Dana-Farber Cancer Institute
Project Term: October 1, 2021 - September 30, 2026
CAR T-cells are highly effective in lymphoma but limited by a profound and potentially fatal toxicity involving the central nervous system (CNS). Little is known about how CAR T-cells eliminate lymphoma cells in the CNS nor how this therapy causes toxicity. I will study CAR T-cells in patients with CNS lymphomas with the goal of expanding CAR T-cell indications. I will also examine serial blood and CNS samples to understand neurologic toxicity to inform new therapies to control this toxicity.

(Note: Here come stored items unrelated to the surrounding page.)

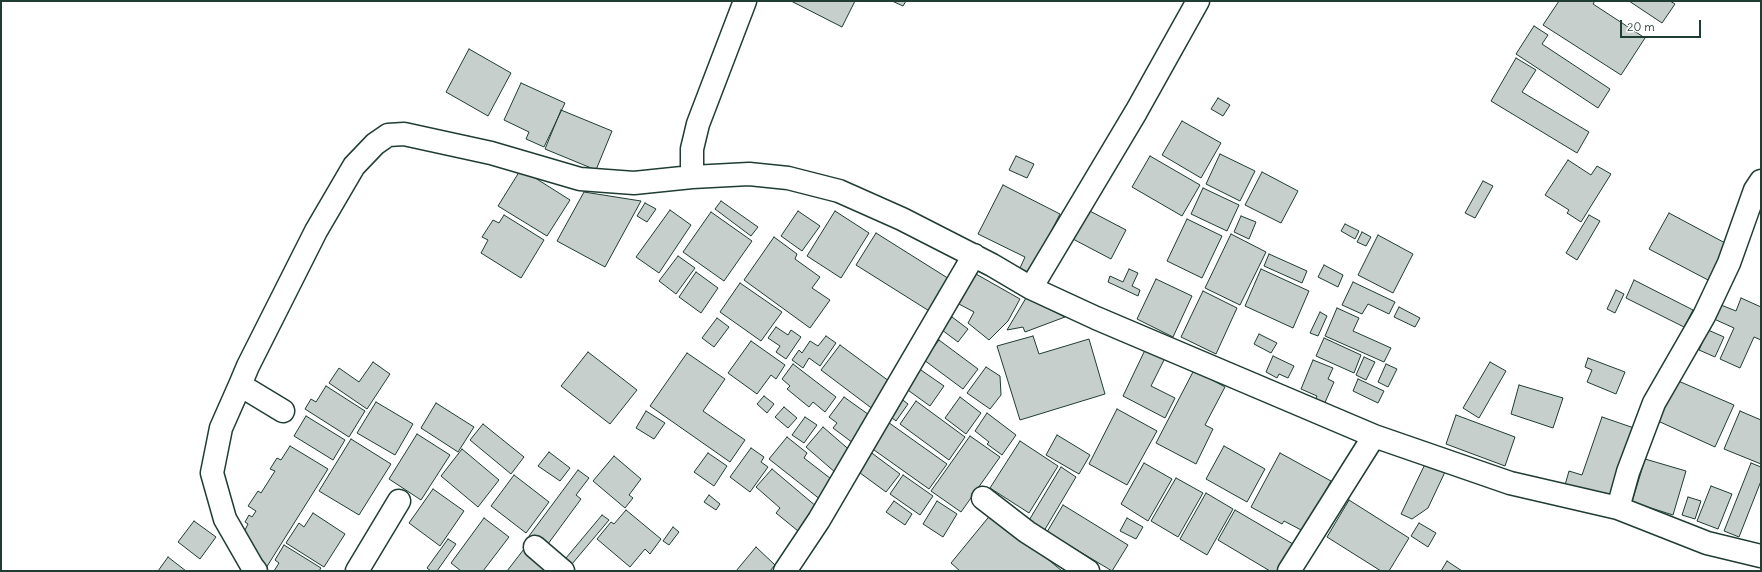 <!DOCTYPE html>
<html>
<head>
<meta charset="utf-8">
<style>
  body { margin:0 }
  #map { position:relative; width:1762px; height:572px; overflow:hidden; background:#fff; font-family:Delius,sans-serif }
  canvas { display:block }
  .frame { position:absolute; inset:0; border:2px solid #1f3d34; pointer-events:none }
  .scale { position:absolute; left:1620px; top:20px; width:81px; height:18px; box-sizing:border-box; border:2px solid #1f3d34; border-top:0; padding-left:5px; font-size:12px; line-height:14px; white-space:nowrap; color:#1f3d34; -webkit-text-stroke:3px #fff; paint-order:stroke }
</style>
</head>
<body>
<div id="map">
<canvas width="1762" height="572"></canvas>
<div class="frame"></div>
<div class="scale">20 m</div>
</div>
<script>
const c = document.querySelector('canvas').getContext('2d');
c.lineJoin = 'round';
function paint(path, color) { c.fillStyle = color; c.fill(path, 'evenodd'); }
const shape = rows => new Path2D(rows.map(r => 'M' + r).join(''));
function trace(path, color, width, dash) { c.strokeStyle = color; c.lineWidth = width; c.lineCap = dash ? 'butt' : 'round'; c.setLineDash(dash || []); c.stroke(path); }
const building = shape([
  [791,1,855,1,842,27,791,1],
  [892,1,906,1,903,6,892,1],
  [1559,1,1595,1,1593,4,1645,38,1621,75,1543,25,1559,1],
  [1629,1,1670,1,1675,4,1662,23,1629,1],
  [1534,26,1548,35,1542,44,1610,89,1598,108,1516,54,1534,26],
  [469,49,511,73,488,116,446,92,469,49],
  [1516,58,1536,70,1522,92,1589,132,1577,153,1491,101,1516,58],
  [521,83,565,103,544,147,526,139,529,132,504,120,521,83],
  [1218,98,1230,105,1223,116,1211,109,1218,98],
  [561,110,612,131,596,170,545,149,561,110],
  [1182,121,1221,143,1201,178,1162,155,1182,121],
  [1220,154,1255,171,1240,201,1206,184,1220,154],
  [1016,156,1034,164,1027,178,1009,170,1016,156],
  [1150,156,1200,185,1182,216,1132,187,1150,156],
  [1568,160,1591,175,1597,166,1611,174,1581,222,1567,213,1569,210,1545,195,1568,160],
  [521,169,570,200,547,236,498,206,521,169],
  [1262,172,1298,191,1281,223,1245,205,1262,172],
  [1483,181,1493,186,1475,218,1465,213,1483,181],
  [1003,185,1060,214,1030,273,1020,268,1025,257,978,234,1003,185],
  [1203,188,1239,205,1227,231,1191,214,1203,188],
  [584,192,641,201,605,267,557,241,584,192],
  [721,201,758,227,751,236,715,209,721,201],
  [645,203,656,209,647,222,637,216,645,203],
  [1086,209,1126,230,1111,259,1071,238,1086,209],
  [670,210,691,225,659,273,636,257,670,210],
  [798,211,820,226,802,251,781,236,798,211],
  [835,211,869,233,841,278,807,256,835,211],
  [711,212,752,241,724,281,683,252,711,212],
  [1669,213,1727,244,1708,280,1649,249,1669,213],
  [504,215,544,240,521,278,481,253,488,240,482,237,493,220,499,223,504,215],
  [1589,215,1600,221,1577,260,1566,253,1589,215],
  [1241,216,1256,222,1249,239,1234,232,1241,216],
  [1187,219,1222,236,1202,278,1167,261,1187,219],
  [1345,224,1359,231,1355,239,1341,231,1345,224],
  [1362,232,1371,237,1366,246,1357,242,1362,232],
  [876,233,954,282,934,314,856,265,876,233],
  [1231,234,1266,252,1240,305,1205,288,1231,234],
  [1378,235,1413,254,1393,293,1358,275,1378,235],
  [774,237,797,254,795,259,820,277,812,288,830,300,810,328,744,280,774,237],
  [1269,254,1307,271,1302,283,1264,266,1269,254],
  [678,256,695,268,676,294,659,281,678,256],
  [1324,265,1343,275,1338,287,1318,277,1324,265],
  [1129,269,1138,273,1132,286,1140,290,1138,296,1108,282,1110,276,1123,282,1129,269],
  [1261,269,1309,291,1293,328,1245,306,1261,269],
  [696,272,718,288,701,313,679,297,696,272],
  [976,274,1020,299,1008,321,989,340,968,323,974,312,959,304,976,274],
  [1156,279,1192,296,1173,337,1137,319,1156,279],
  [1634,280,1693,310,1684,327,1626,298,1634,280],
  [1353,282,1395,302,1389,314,1368,304,1362,314,1342,305,1353,282],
  [740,283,782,312,761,341,720,312,740,283],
  [1616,290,1624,294,1615,313,1607,309,1616,290],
  [1203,291,1237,308,1216,354,1181,337,1203,291],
  [1026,298,1065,317,1025,332,1023,327,1007,330,1026,298],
  [1741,298,1761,307,1761,340,1754,337,1740,368,1720,359,1734,328,1714,319,1721,305,1736,311,1741,298],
  [1399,307,1420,318,1415,327,1394,317,1399,307],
  [1337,308,1359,318,1353,331,1391,348,1384,362,1325,336,1337,308],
  [1320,312,1327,316,1318,336,1310,333,1320,312],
  [952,317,968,329,958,342,942,330,952,317],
  [717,318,729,327,714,347,702,338,717,318],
  [776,327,788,335,791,330,801,337,786,359,776,352,780,346,768,338,776,327],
  [1708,330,1724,337,1715,357,1699,350,1708,330],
  [1259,334,1277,343,1271,353,1254,344,1259,334],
  [826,336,836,343,820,366,809,358,803,368,792,360,799,350,802,353,810,341,818,346,826,336],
  [1033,336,1039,354,1089,339,1105,394,1020,420,997,346,1033,336],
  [1324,338,1361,355,1354,373,1316,356,1324,338],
  [939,340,978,369,963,389,924,360,939,340],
  [751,341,785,365,776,379,771,375,757,394,728,373,751,341],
  [840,345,893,384,874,410,821,370,840,345],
  [1146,348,1165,358,1151,386,1175,398,1165,418,1123,396,1146,348],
  [588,352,637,390,610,424,561,386,588,352],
  [687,353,725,379,703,411,745,440,730,462,650,406,687,353],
  [1273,356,1294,366,1288,378,1279,374,1277,378,1266,372,1273,356],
  [1364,357,1375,362,1366,380,1356,375,1364,357],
  [1588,358,1625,372,1616,394,1587,382,1592,370,1585,367,1588,358],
  [1313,360,1333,368,1328,379,1334,382,1323,407,1314,403,1317,396,1301,389,1313,360],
  [373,362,390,374,367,409,329,383,339,368,359,382,373,362],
  [1490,362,1506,371,1479,418,1463,408,1490,362],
  [793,364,836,397,825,412,813,402,809,407,787,389,790,386,782,379,793,364],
  [1386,364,1397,369,1388,387,1378,382,1386,364],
  [986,367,1000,376,1001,395,990,409,967,393,986,367],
  [918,368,944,386,930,406,905,388,918,368],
  [1194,370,1225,387,1205,425,1213,429,1196,464,1156,443,1194,370],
  [1358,379,1384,391,1378,403,1353,391,1358,379],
  [1676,380,1734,405,1715,447,1658,421,1676,380],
  [1519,385,1563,398,1553,428,1511,414,1519,385],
  [326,386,365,411,349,437,305,409,311,399,316,402,326,386],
  [764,396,774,404,767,413,757,404,764,396],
  [844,397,872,417,853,443,833,428,837,423,829,417,844,397],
  [899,397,908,404,896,421,887,414,899,397],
  [960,397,981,413,966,434,945,418,960,397],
  [916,401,965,437,949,460,900,424,916,401],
  [376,402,413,424,395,455,357,433,376,402],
  [436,403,474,427,458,452,421,428,436,403],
  [784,407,797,418,788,428,775,417,784,407],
  [1117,409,1157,431,1127,485,1089,464,1117,409],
  [646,411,665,423,654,439,636,428,646,411],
  [1740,411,1761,420,1761,464,1724,449,1740,411],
  [987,413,1016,435,1002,455,987,444,989,442,975,431,987,413],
  [1456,415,1515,437,1505,466,1446,444,1456,415],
  [306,416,345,440,333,460,294,436,306,416],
  [805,417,817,425,804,443,792,435,805,417],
  [1602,417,1634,428,1610,500,1565,485,1569,471,1582,475,1602,417],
  [885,420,947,464,929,489,867,445,885,420],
  [483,424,524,457,511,474,470,440,483,424],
  [823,427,853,453,836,473,806,447,823,427],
  [417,434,450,455,421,500,389,479,417,434],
  [1057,435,1090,455,1079,474,1046,455,1057,435],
  [970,436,1000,457,961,512,931,491,970,436],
  [787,437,807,453,804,458,835,482,821,500,769,459,787,437],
  [351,439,391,464,359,515,319,491,351,439],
  [1020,441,1058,466,1029,513,990,488,1020,441],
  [290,446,328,469,266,568,242,536,248,524,245,522,249,515,252,517,256,511,248,506,258,491,261,493,275,471,270,469,277,458,281,460,290,446],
  [1224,446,1265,469,1247,502,1206,479,1224,446],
  [751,448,764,457,761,462,768,467,750,492,730,477,751,448],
  [462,449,499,480,478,507,441,476,462,449],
  [869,451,900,474,886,492,856,470,869,451],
  [549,452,570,468,560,481,538,466,549,452],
  [708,453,727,466,714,486,694,472,708,453],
  [1280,453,1331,481,1303,531,1284,521,1282,524,1251,507,1280,453],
  [614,456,641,479,629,495,633,498,625,508,593,481,614,456],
  [1645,459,1686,471,1673,515,1632,502,1645,459],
  [1426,462,1445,472,1428,508,1412,519,1401,514,1426,462],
  [1144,463,1172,479,1148,521,1121,504,1144,463],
  [1751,463,1761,467,1761,481,1739,537,1724,531,1751,463],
  [1061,467,1076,477,1044,531,1028,522,1061,467],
  [772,469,817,507,798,531,776,513,780,508,756,487,772,469],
  [578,470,589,478,576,495,581,499,545,548,529,536,578,470],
  [514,475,549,502,526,533,491,506,514,475],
  [903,475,933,496,920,515,890,494,903,475],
  [1176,478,1203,493,1178,537,1151,521,1176,478],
  [1711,486,1732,494,1718,529,1697,521,1711,486],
  [433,489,464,511,440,546,409,523,433,489],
  [1206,493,1233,509,1207,555,1180,539,1206,493],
  [709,495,720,504,716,510,704,502,709,495],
  [1688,497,1701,501,1695,519,1682,515,1688,497],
  [1349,500,1409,538,1389,571,1381,571,1327,537,1349,500],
  [894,501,912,514,905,525,886,512,894,501],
  [937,501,957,514,943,537,923,524,937,501],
  [1063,505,1128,545,1112,571,1047,532,1063,505],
  [626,510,661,539,650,554,645,549,630,567,597,539,611,522,614,524,626,510],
  [1235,510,1293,544,1277,571,1270,571,1218,540,1235,510],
  [313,513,345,534,324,567,286,543,299,523,304,527,313,513],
  [992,513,1062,571,960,571,951,563,992,513],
  [602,515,609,520,572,564,566,558,602,515],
  [484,518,509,537,483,571,461,571,451,563,484,518],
  [1127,518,1143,527,1136,539,1120,531,1127,518],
  [194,521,216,537,200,559,178,542,194,521],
  [1419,523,1436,533,1428,547,1411,536,1419,523],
  [673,527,679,532,669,545,663,541,673,527],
  [448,539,456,544,437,571,431,571,427,568,448,539],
  [284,545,321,568,319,571,274,571,279,563,275,560,284,545],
  [756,547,775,565,770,571,736,571,756,547],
  [524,549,553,571,507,571,524,549],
  [168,557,186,571,158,571,168,557],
  [1447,561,1462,571,1441,571,1447,561]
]);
const minor = shape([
  [692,177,692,149,698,124,745,1],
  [1031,288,1136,112,1198,1],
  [240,385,221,428,212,473,225,519,252,566,256,571],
  [283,411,240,385,248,366,316,231,354,166,375,144,388,135,404,134,491,153,580,179,634,183,692,177,749,174,788,178,839,191,902,219,992,265,1031,288,1096,318,1374,436,1510,483,1618,508,1707,543,1761,556],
  [983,498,1027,532,1088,571],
  [1618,508,1628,472,1654,403,1704,316,1729,263,1755,190,1761,181],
  [535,547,563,571],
  [357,571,399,501],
  [785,571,819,520,974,255],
  [1289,571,1374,436]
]);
paint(building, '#c7cfcc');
trace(building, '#1f3d34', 1);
trace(minor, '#1f3d34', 25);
trace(minor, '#fff', 22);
</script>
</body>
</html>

Central nervous system lymphoma (CNSL) involving the brain or spinal cord is a challenging and often fatal diagnosis. Chemotherapy does not effectively get into the brain, limiting treatment options. Immunotherapies have offered hope, and cases of CNSL patients treated successfully and safely with a cellular immune therapy, chimeric antigen receptor (CAR) T-cell therapy, have been reported. CAR T-cells have revolutionized the treatment of lymphoma outside the brain but are associated with neurologic toxicity. Although largely reversible, CAR T-cell-related neurologic toxicity can be considerably morbid and potentially fatal. The mechanisms behind neurologic toxicity are largely unknown, but studies have shown that CAR T-cells do effectively get into the brain, where they are felt to have an immunologic and inflammatory effect. Because of this, we expect that CAR T-cells would be effective in treating CNSL but may also cause neurological toxicity as it sometimes does in other lympohomas. This project is centered on a clinical trial of CAR T-cells in patients with CNSL to assess safety as well as efficacy in this patient population. Additionally, because patients with CNSL have a reservoir surgically placed to allow direct access to cerebral spinal fluid (CSF) that bathes the brain and spinal cord, we have the unique opportunity to directly study what happens in the nervous system following CAR T-cell therapy. We will collect paired blood and CSF samples from these patients at several timepoints before and after treatment in order to study the dynamic changes in inflammatory mediators and immune cell populations that occur after CAR T-cell therapy that lead to neurologic toxicity, as well as an anti-lymphoma response. This project may not only expand the indications for CAR T-cell therapy in order to help patients with a fatal lymphoma, but it may also help us to develop new strategies and therapies to prevent the most significant toxicity seen with CAR T-cell therapy, namely neurologic toxicity. Importantly, our studies on neurological toxicity in CAR T-cell-treated CNSL may yield results that are beneficial to other blood cancer patients receiving CAR T-cell therapy who are experiencing neurological toxicity.